→ **REQUIRED WORK**
Print nothing beyond the line with "position:relative; width:2103px; height:401px;": every line from the beginning of the data up to it, that line included, and no pictures.

-- RECORDED INFORMATION follows --

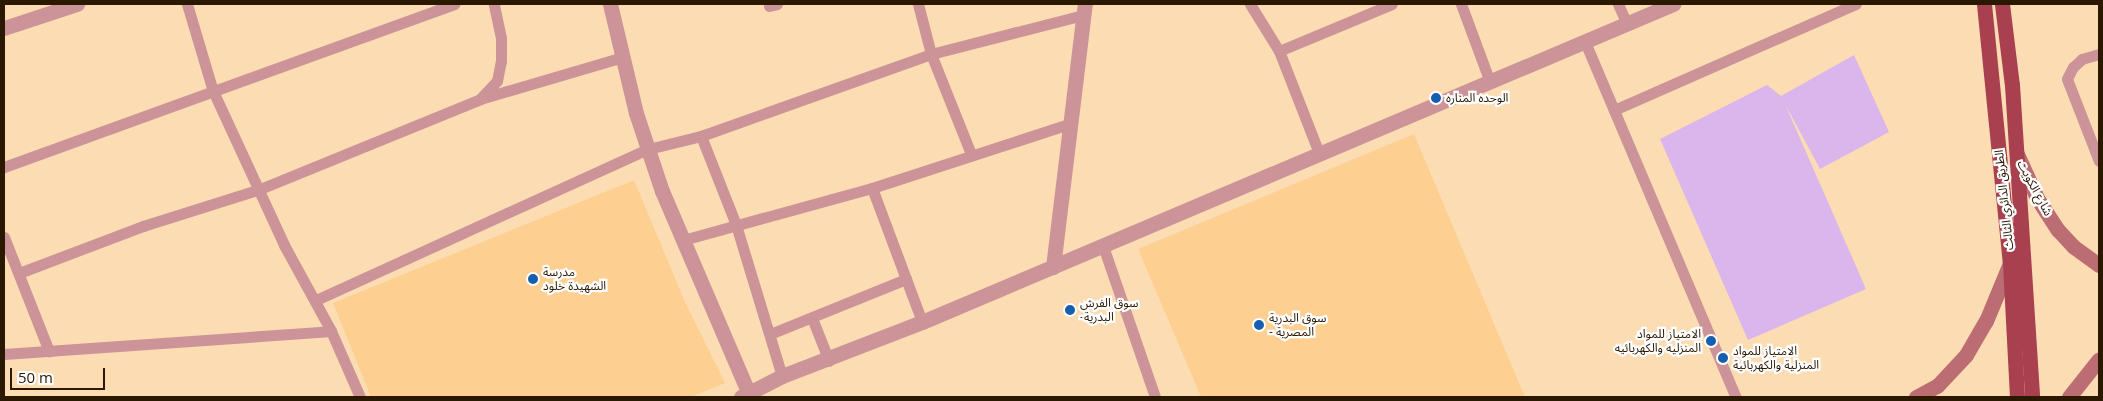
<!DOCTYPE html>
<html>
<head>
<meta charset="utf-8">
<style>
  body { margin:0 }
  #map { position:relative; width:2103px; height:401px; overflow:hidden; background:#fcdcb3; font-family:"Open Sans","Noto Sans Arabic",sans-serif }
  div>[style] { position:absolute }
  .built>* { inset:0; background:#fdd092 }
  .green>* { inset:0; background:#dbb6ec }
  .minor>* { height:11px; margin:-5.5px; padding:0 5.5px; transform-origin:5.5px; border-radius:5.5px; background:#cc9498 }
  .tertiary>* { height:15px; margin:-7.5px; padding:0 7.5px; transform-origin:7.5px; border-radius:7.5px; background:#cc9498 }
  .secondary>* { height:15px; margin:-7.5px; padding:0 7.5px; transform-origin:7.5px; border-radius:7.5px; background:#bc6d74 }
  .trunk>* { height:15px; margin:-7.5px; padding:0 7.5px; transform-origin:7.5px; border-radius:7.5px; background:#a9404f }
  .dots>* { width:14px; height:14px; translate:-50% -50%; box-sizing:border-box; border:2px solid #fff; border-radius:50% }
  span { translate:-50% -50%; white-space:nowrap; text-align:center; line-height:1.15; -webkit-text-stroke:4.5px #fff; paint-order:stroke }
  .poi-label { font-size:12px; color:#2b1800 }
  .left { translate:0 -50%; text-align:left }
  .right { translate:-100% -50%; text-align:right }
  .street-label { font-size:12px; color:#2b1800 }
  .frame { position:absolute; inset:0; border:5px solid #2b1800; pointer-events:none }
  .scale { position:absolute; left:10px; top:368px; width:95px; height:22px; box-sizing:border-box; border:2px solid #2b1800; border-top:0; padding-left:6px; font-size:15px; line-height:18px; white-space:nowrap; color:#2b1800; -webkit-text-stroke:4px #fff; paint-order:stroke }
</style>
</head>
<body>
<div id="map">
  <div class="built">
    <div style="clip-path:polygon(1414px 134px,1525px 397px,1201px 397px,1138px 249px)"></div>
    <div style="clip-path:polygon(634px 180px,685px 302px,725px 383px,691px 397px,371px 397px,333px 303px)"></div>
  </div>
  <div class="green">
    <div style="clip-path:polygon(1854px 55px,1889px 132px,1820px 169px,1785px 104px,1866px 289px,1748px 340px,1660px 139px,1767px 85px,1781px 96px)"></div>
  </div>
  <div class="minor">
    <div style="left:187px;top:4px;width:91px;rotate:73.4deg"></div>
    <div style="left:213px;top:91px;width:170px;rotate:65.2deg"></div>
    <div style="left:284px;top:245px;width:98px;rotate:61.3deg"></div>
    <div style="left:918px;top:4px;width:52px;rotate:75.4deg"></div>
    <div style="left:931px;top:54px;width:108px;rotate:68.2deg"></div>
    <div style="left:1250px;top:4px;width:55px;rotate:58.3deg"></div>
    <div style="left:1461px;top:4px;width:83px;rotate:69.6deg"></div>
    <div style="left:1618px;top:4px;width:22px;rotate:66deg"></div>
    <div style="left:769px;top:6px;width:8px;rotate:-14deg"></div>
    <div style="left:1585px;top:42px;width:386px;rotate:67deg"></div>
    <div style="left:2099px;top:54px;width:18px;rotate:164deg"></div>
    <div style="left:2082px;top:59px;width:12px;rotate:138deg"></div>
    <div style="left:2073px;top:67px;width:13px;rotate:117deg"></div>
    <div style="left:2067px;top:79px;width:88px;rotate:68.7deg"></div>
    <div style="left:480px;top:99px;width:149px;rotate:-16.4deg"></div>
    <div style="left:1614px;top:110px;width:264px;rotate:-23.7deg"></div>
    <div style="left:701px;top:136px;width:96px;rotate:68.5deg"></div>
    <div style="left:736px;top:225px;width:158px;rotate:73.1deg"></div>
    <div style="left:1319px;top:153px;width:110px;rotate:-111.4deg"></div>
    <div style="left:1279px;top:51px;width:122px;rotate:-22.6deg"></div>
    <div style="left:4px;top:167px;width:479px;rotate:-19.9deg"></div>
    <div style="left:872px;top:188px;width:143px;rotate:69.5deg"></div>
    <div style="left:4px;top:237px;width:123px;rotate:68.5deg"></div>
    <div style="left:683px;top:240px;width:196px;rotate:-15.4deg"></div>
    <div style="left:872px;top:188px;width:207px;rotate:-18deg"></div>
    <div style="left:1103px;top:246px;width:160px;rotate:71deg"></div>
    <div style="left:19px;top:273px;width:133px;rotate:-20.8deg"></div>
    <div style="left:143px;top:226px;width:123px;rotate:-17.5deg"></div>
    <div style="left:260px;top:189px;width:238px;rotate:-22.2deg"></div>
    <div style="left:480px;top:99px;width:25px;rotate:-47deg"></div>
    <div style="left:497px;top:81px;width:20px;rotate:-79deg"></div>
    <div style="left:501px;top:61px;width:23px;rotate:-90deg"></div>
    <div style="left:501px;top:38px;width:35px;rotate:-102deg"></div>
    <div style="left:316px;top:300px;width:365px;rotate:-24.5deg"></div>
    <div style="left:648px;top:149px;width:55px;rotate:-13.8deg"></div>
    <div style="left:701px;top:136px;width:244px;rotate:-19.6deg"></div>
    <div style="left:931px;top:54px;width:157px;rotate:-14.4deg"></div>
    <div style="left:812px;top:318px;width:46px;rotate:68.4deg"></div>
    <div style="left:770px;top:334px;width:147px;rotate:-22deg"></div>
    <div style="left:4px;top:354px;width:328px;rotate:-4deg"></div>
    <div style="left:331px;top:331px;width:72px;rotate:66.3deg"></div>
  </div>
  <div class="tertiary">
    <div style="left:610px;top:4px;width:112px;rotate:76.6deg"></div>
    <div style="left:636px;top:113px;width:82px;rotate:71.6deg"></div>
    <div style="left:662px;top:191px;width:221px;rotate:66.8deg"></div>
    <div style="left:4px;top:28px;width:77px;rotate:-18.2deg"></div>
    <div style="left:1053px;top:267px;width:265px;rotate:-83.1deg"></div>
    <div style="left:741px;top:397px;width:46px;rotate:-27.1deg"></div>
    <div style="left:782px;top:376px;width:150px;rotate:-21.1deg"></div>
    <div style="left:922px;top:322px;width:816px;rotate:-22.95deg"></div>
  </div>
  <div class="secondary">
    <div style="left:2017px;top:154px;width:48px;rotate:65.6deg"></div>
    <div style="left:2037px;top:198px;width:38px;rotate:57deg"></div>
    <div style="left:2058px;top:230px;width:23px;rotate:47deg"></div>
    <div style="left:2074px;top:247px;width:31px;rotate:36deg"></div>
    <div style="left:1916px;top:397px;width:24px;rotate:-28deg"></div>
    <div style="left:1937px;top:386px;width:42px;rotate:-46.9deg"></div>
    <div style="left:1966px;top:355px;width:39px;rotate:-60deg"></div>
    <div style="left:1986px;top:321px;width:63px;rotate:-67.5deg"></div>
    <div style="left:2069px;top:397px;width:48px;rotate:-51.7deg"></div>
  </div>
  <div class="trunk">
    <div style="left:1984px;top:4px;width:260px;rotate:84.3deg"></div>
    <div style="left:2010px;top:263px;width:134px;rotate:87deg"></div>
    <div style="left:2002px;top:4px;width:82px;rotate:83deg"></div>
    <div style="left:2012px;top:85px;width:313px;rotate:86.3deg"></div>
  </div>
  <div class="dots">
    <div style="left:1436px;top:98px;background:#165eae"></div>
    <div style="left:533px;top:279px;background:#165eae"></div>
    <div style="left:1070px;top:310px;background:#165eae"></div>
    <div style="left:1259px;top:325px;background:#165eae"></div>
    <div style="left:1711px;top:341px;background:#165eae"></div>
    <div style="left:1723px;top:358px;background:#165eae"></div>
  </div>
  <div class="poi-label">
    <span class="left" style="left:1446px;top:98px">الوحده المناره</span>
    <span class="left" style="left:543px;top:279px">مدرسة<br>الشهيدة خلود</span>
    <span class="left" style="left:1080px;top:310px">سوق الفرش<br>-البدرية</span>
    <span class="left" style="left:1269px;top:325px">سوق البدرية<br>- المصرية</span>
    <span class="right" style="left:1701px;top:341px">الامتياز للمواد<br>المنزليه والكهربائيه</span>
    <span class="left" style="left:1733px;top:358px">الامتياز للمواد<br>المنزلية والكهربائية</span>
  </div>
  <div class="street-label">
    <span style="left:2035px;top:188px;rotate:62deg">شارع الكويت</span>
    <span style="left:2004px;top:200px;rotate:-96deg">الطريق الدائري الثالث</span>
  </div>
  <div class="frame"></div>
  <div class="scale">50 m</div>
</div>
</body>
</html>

-- RECORDED INFORMATION concluded --

→ **RESULT FOR THIS EXERCISE**
<!DOCTYPE html>
<html>
<head>
<meta charset="utf-8">
<style>
  body { margin:0 }
  #map { position:relative; width:2103px; height:401px; overflow:hidden; background:#fcdcb3; font-family:"Open Sans","Noto Sans Arabic",sans-serif }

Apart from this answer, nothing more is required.